╭──
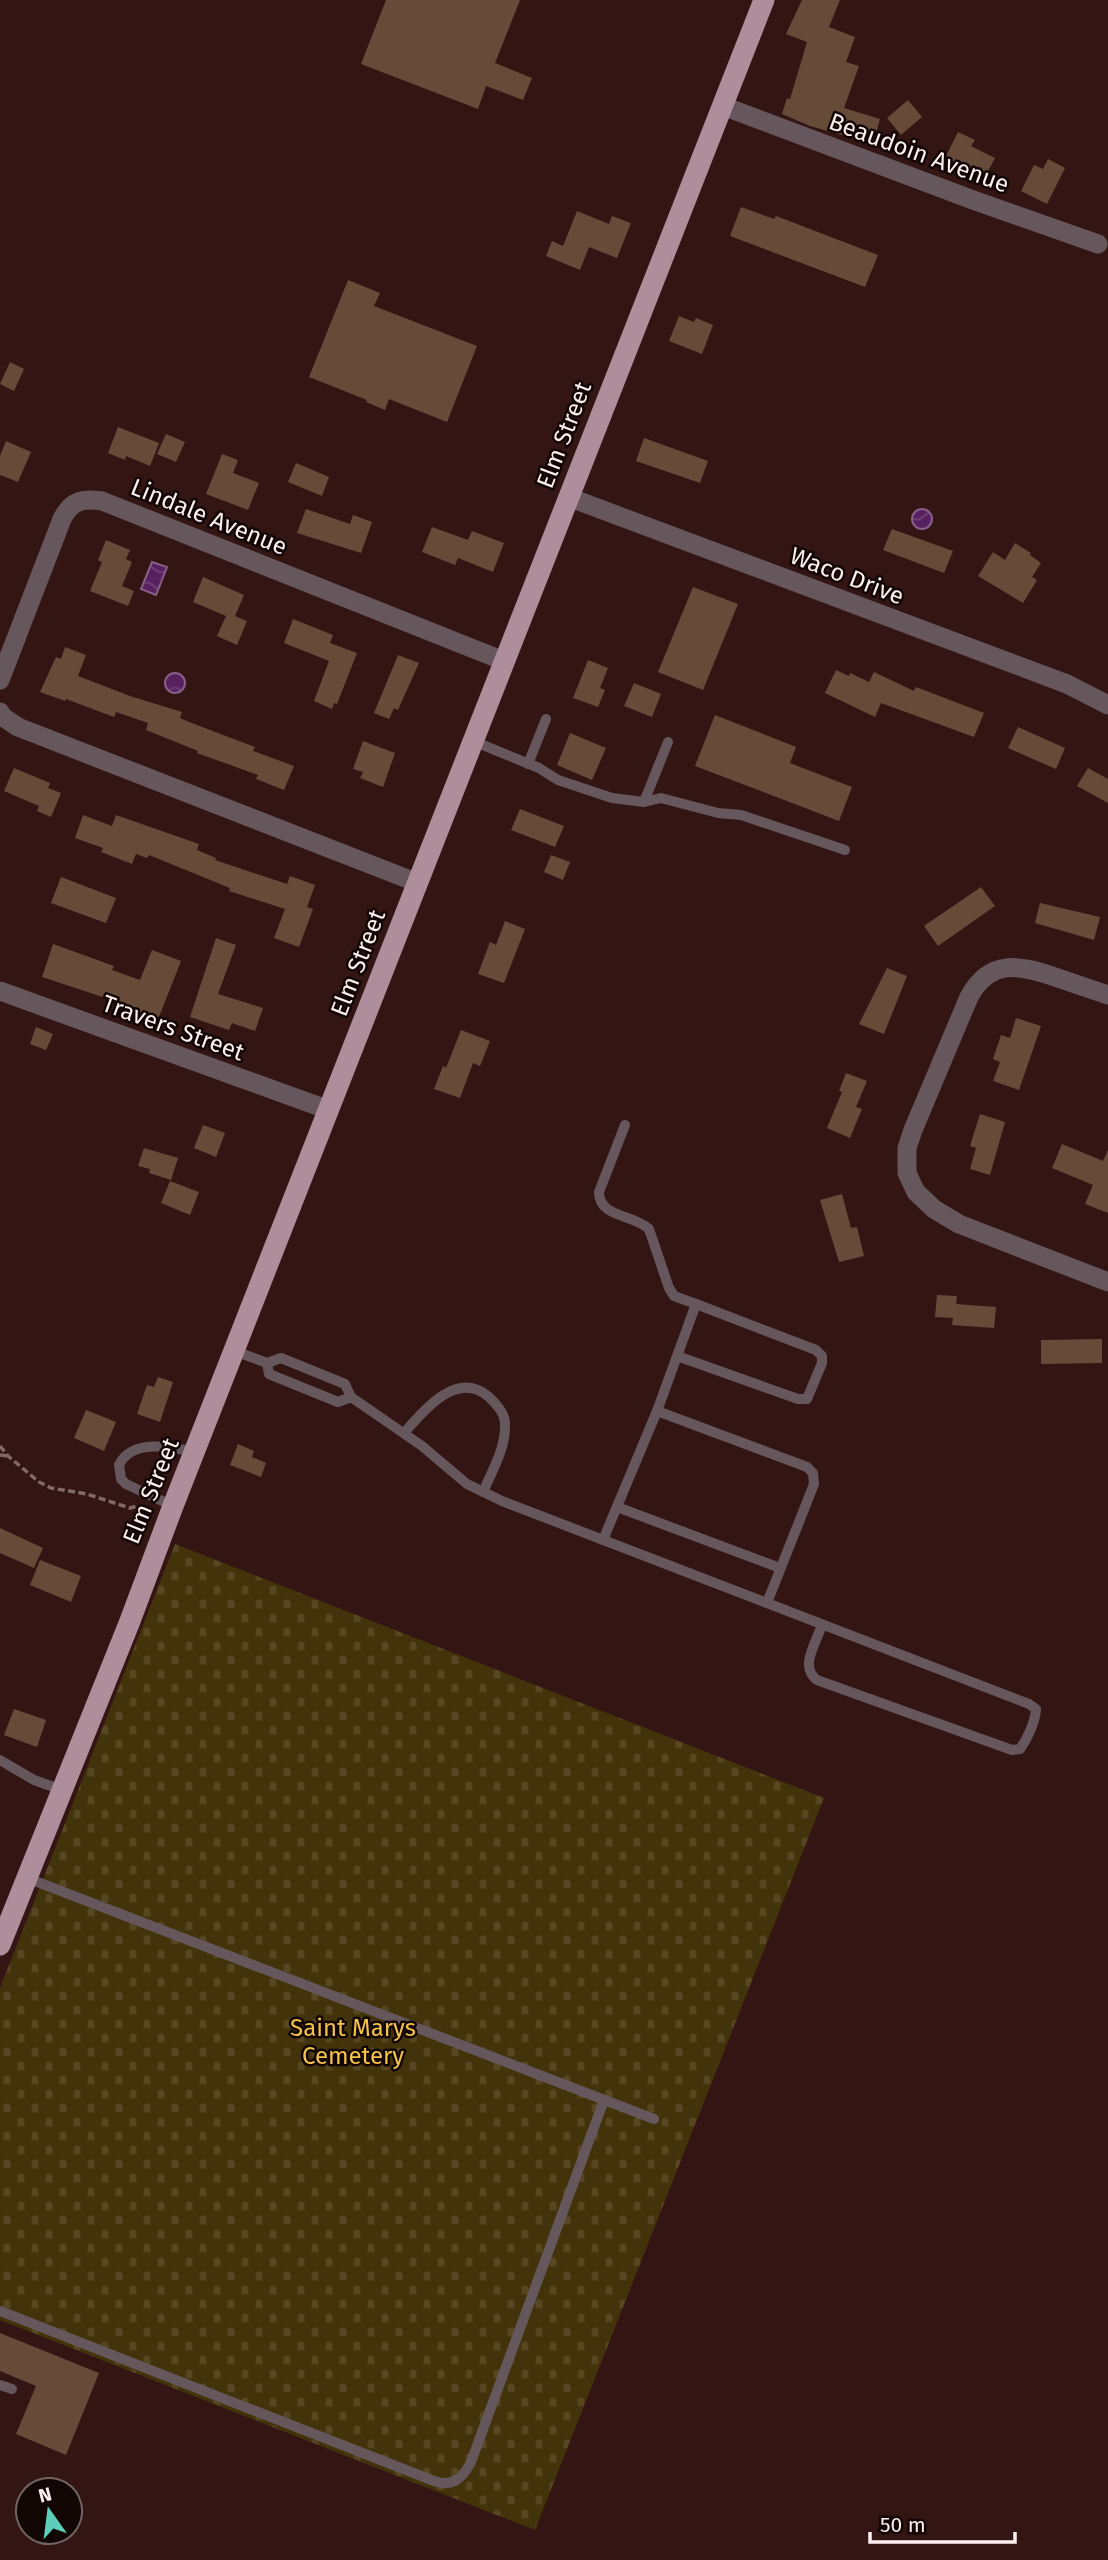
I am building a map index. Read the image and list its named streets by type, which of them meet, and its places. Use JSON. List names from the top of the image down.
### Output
{
  "streets": {
    "main road": ["Elm Street"],
    "street": [
      "Beaudoin Avenue",
      "Lindale Avenue",
      "Waco Drive",
      "Travers Street"
    ]
  },
  "crossings": [
    ["Beaudoin Avenue", "Elm Street"],
    ["Elm Street", "Lindale Avenue"],
    ["Elm Street", "Waco Drive"],
    ["Elm Street", "Travers Street"]
  ],
  "parks": ["Saint Marys Cemetery"],
  "scale_bar": "50 m",
  "north": "top"
}
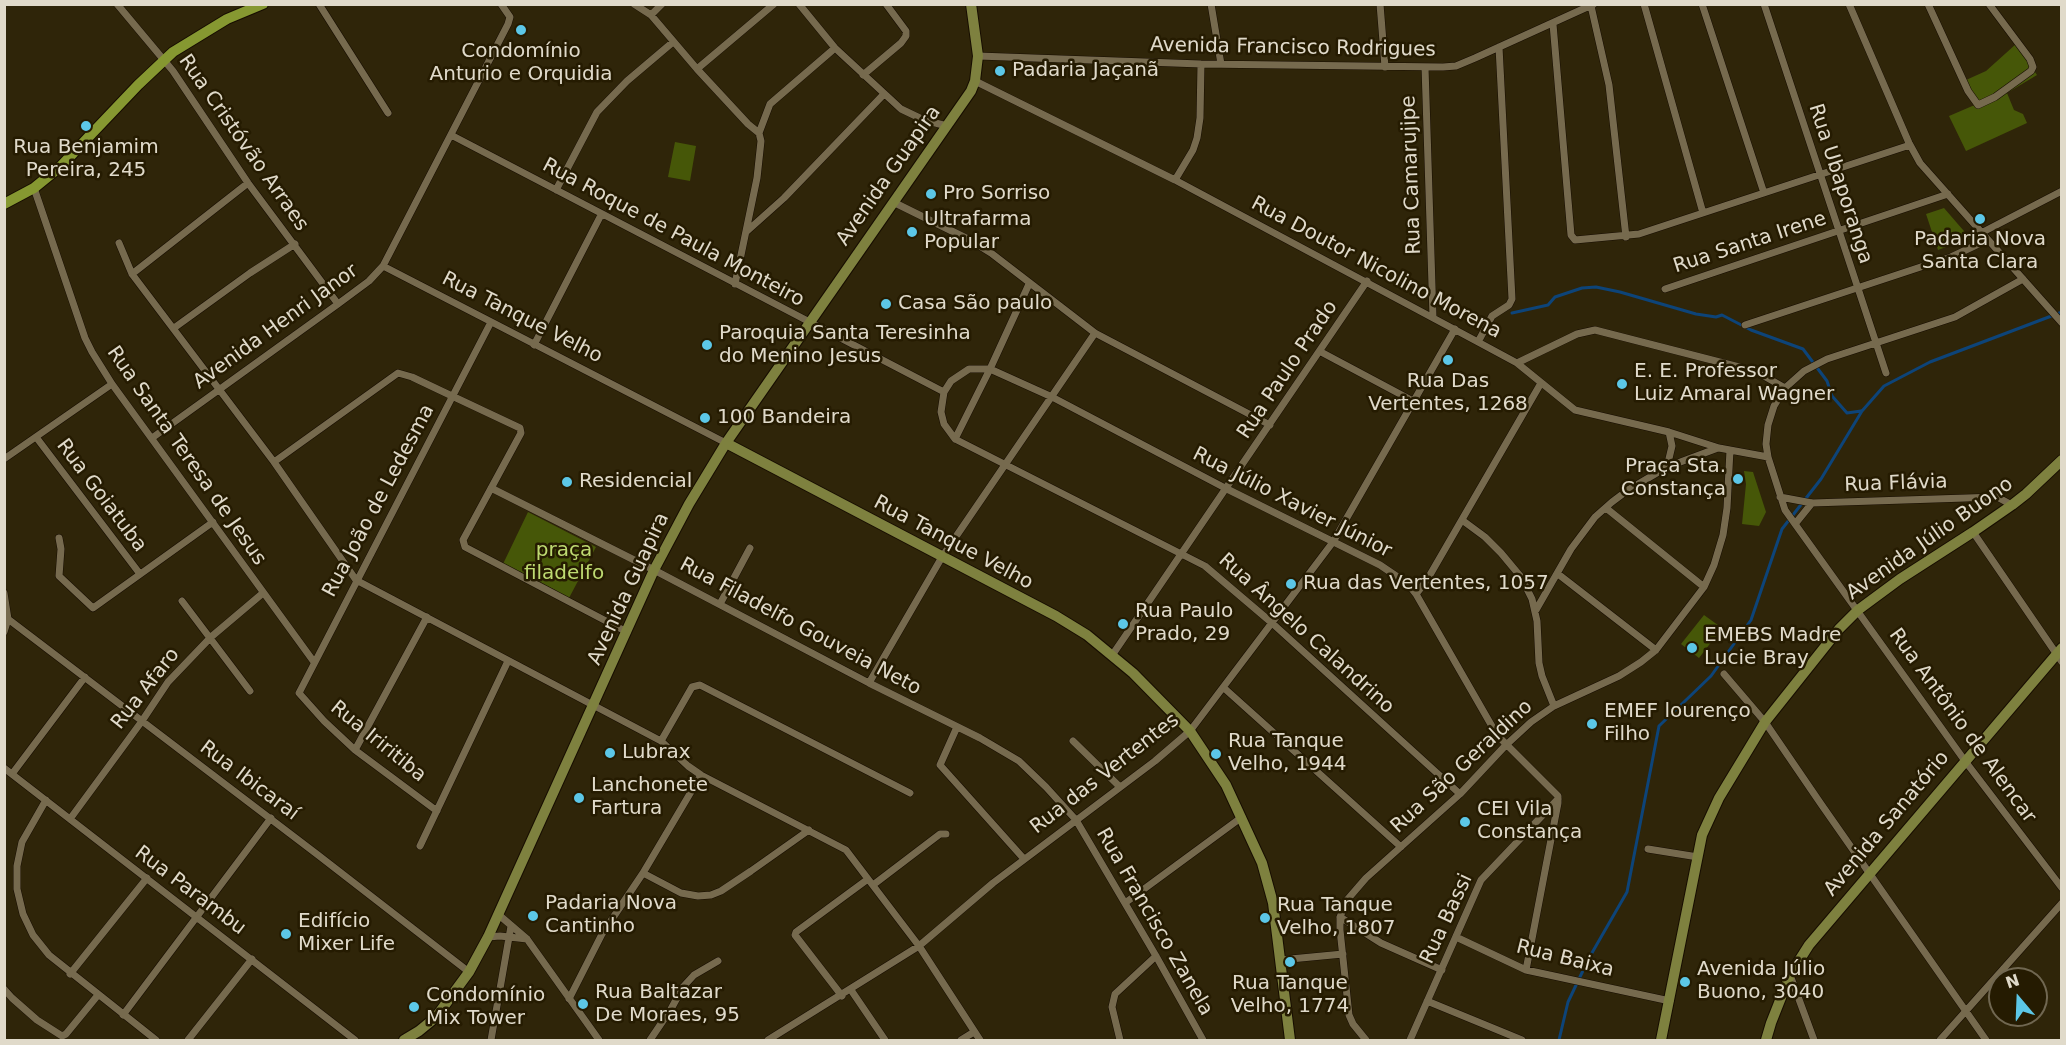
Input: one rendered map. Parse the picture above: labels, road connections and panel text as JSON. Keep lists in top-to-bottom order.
{
  "streets": {
    "street": [
      "Avenida Francisco Rodrigues",
      "Rua Cristóvão Arraes",
      "Rua Camarujipe",
      "Avenida Guapira",
      "Rua Ubaporanga",
      "Rua Roque de Paula Monteiro",
      "Rua Santa Irene",
      "Rua Doutor Nicolino Morena",
      "Rua Tanque Velho",
      "Avenida Henri Janor",
      "Rua Paulo Prado",
      "Rua Santa Teresa de Jesus",
      "Rua Flávia",
      "Rua Goiatuba",
      "Rua João de Ledesma",
      "Rua Júlio Xavier Júnior",
      "Avenida Júlio Buono",
      "Rua Filadelfo Gouveia Neto",
      "Rua Ângelo Calandrino",
      "Rua Afaro",
      "Rua Antônio de Alencar",
      "Rua Iriritiba",
      "Rua São Geraldino",
      "Rua das Vertentes",
      "Rua Ibicaraí",
      "Avenida Sanatório",
      "Rua Parambu",
      "Rua Bassi",
      "Rua Francisco Zanela",
      "Rua Baixa"
    ]
  },
  "crossings": [
    ["Avenida Francisco Rodrigues", "Rua Camarujipe"],
    ["Avenida Francisco Rodrigues", "Avenida Guapira"],
    ["Rua Cristóvão Arraes", "Avenida Henri Janor"],
    ["Rua Camarujipe", "Rua Doutor Nicolino Morena"],
    ["Avenida Guapira", "Rua Roque de Paula Monteiro"],
    ["Avenida Guapira", "Rua Doutor Nicolino Morena"],
    ["Avenida Guapira", "Rua Tanque Velho"],
    ["Avenida Guapira", "Rua Filadelfo Gouveia Neto"],
    ["Avenida Guapira", "Rua Ibicaraí"],
    ["Rua Ubaporanga", "Rua Santa Irene"],
    ["Rua Roque de Paula Monteiro", "Avenida Henri Janor"],
    ["Rua Doutor Nicolino Morena", "Rua Paulo Prado"],
    ["Rua Doutor Nicolino Morena", "Rua Antônio de Alencar"],
    ["Rua Doutor Nicolino Morena", "Rua São Geraldino"],
    ["Rua Doutor Nicolino Morena", "Rua das Vertentes"],
    ["Rua Tanque Velho", "Avenida Henri Janor"],
    ["Rua Tanque Velho", "Rua Paulo Prado"],
    ["Rua Tanque Velho", "Rua João de Ledesma"],
    ["Rua Tanque Velho", "Rua das Vertentes"],
    ["Avenida Henri Janor", "Rua Santa Teresa de Jesus"],
    ["Rua Paulo Prado", "Rua Júlio Xavier Júnior"],
    ["Rua Paulo Prado", "Rua Ângelo Calandrino"],
    ["Rua Santa Teresa de Jesus", "Rua João de Ledesma"],
    ["Rua Santa Teresa de Jesus", "Rua Afaro"],
    ["Rua Flávia", "Avenida Júlio Buono"],
    ["Rua Flávia", "Rua Antônio de Alencar"],
    ["Rua João de Ledesma", "Rua Iriritiba"],
    ["Rua Júlio Xavier Júnior", "Rua São Geraldino"],
    ["Rua Júlio Xavier Júnior", "Rua das Vertentes"],
    ["Rua Júlio Xavier Júnior", "Rua Bassi"],
    ["Avenida Júlio Buono", "Rua Antônio de Alencar"],
    ["Avenida Júlio Buono", "Rua Baixa"],
    ["Rua Filadelfo Gouveia Neto", "Rua das Vertentes"],
    ["Rua Filadelfo Gouveia Neto", "Rua Francisco Zanela"],
    ["Rua Ângelo Calandrino", "Rua São Geraldino"],
    ["Rua Ângelo Calandrino", "Rua das Vertentes"],
    ["Rua Afaro", "Rua Ibicaraí"],
    ["Rua Afaro", "Rua Parambu"],
    ["Rua Antônio de Alencar", "Avenida Sanatório"],
    ["Rua das Vertentes", "Rua Francisco Zanela"],
    ["Rua Bassi", "Rua Baixa"]
  ],
  "parks": ["praça filadelfo"],
  "places": [
    "Condomínio Anturio e Orquidia",
    "Padaria Jaçanã",
    "Rua Benjamim Pereira, 245",
    "Pro Sorriso",
    "Padaria Nova Santa Clara",
    "Ultrafarma Popular",
    "Casa São paulo",
    "Paroquia Santa Teresinha do Menino Jesus",
    "Rua Das Vertentes, 1268",
    "E. E. Professor Luiz Amaral Wagner",
    "100 Bandeira",
    "Praça Sta. Constança",
    "Residencial",
    "Rua das Vertentes, 1057",
    "Rua Paulo Prado, 29",
    "EMEBS Madre Lucie Bray",
    "EMEF lourenço Filho",
    "Lubrax",
    "Rua Tanque Velho, 1944",
    "Lanchonete Fartura",
    "CEI Vila Constança",
    "Padaria Nova Cantinho",
    "Rua Tanque Velho, 1807",
    "Edifício Mixer Life",
    "Rua Tanque Velho, 1774",
    "Avenida Júlio Buono, 3040",
    "Rua Baltazar De Moraes, 95",
    "Condomínio Mix Tower"
  ],
  "north": "top"
}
╰──
> **Exercise requirements**
Your answer should be only the number of lines, in the entries above, that include "Travers".

> **Result of this task**
2